Radio's 100th

'iraapple' iraapple@comcast.net
Sat May 23 13:03:56 EDT 2009


My understanding is and has always been that KDKA was the first COMMERCIAL
station, that is, the first station to broadcast commercials.

The arguments over whether KQV - also in Pittsburgh - or some other station
was the first to broadcast continues.  But as in most "branding" situations
KDKA wins by better and more consistent promotion.

Ira

-----Original Message-----
From: boston-radio-interest-bounces@tsornin.BostonRadio.org
[mailto:boston-radio-interest-bounces@tsornin.BostonRadio.org] On Behalf Of
Donna Halper
Sent: Saturday, May 23, 2009 11:34 AM
To: Doug Drown; Boston Radio Interest Board
Subject: Re: Radio's 100th

At 10:16 AM 5/23/2009, Doug Drown wrote:
>For What It's Worth Dep't --- I was listening to WBZ online this 
>morning and they were touting KCBS' 100th anniversary, inviting 
>listeners to check out the San Francisco sister station's website 
>(kcbs.com).  KCBS began as an experimental station under "Doc" 
>Herrold in 1909, later becoming KQW.

Actually, ALL radio was experimental till sometime in 1920 when 
corporations (the Detroit News, AMRAD, Westinghouse) started getting 
behind the idea of putting radio stations on the air.

>Doug also wrote--
>Interesting that CBS (Westinghouse) should own three stations that 
>compete for the title of Oldest Radio Station in America (KDKA, KCBS 
>and WWJ).  And wasn't WBZ the first commercial station?

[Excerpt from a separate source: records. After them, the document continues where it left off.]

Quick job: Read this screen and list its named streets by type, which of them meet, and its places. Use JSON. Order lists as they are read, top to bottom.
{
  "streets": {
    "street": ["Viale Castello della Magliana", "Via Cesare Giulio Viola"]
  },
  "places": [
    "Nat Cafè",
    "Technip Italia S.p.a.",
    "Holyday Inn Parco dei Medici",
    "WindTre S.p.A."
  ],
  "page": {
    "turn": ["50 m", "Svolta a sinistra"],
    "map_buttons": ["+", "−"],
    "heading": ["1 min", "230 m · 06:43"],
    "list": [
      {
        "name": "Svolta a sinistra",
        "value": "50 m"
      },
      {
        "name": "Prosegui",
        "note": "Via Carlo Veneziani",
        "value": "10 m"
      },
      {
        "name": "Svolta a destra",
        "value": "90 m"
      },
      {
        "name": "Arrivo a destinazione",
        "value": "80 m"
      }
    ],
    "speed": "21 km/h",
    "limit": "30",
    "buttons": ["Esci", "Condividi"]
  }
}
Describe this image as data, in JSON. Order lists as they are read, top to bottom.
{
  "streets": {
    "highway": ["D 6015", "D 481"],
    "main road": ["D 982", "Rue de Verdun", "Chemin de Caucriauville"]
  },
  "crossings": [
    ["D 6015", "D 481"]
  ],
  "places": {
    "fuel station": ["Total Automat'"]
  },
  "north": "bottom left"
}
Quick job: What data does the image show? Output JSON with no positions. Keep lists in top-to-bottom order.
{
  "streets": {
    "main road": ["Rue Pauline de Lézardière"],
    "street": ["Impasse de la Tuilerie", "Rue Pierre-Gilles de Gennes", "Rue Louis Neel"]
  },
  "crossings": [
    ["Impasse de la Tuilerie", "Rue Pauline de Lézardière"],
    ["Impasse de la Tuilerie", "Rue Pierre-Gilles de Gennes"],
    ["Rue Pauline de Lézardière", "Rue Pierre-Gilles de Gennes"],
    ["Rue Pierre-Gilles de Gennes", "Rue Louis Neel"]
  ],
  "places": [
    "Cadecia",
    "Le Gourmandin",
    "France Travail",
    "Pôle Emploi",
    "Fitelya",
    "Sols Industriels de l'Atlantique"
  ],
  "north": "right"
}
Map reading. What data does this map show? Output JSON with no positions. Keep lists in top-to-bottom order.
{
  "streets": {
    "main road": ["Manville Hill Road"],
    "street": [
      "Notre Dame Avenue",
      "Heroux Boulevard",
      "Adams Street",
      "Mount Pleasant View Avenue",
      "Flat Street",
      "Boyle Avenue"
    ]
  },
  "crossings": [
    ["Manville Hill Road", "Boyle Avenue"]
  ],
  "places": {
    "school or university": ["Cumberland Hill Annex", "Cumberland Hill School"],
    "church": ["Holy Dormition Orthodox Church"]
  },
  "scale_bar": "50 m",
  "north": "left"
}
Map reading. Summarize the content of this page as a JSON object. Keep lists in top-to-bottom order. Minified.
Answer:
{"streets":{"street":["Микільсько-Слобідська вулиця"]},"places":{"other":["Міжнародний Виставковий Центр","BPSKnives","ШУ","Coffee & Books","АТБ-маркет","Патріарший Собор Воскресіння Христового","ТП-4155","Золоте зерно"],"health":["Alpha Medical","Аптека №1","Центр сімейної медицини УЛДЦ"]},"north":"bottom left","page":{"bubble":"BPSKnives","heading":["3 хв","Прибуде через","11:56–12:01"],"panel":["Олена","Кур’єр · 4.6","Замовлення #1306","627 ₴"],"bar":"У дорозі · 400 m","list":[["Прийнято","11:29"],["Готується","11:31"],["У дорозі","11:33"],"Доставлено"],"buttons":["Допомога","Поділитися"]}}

WBZ was the first station to receive a so-called "commercial license" 
in mid September 1921.  No such license existed until Westinghouse 
pushed for it to be created, so that they could distinguish their 
stations from amateur stations-- in 1920-21, many ham stations were 
interchangeable with the so-called commercial stations, but that was 
changed too-- by February of 1922, ham stations were forbidden from 
doing mass communication broadcasting or from filling in for 
commercial stations when their equipment failed (which it often did 
in those early days).  That is why little 1XE (greater Boston's first 
radio station) had to get commercial call letters and became WGI.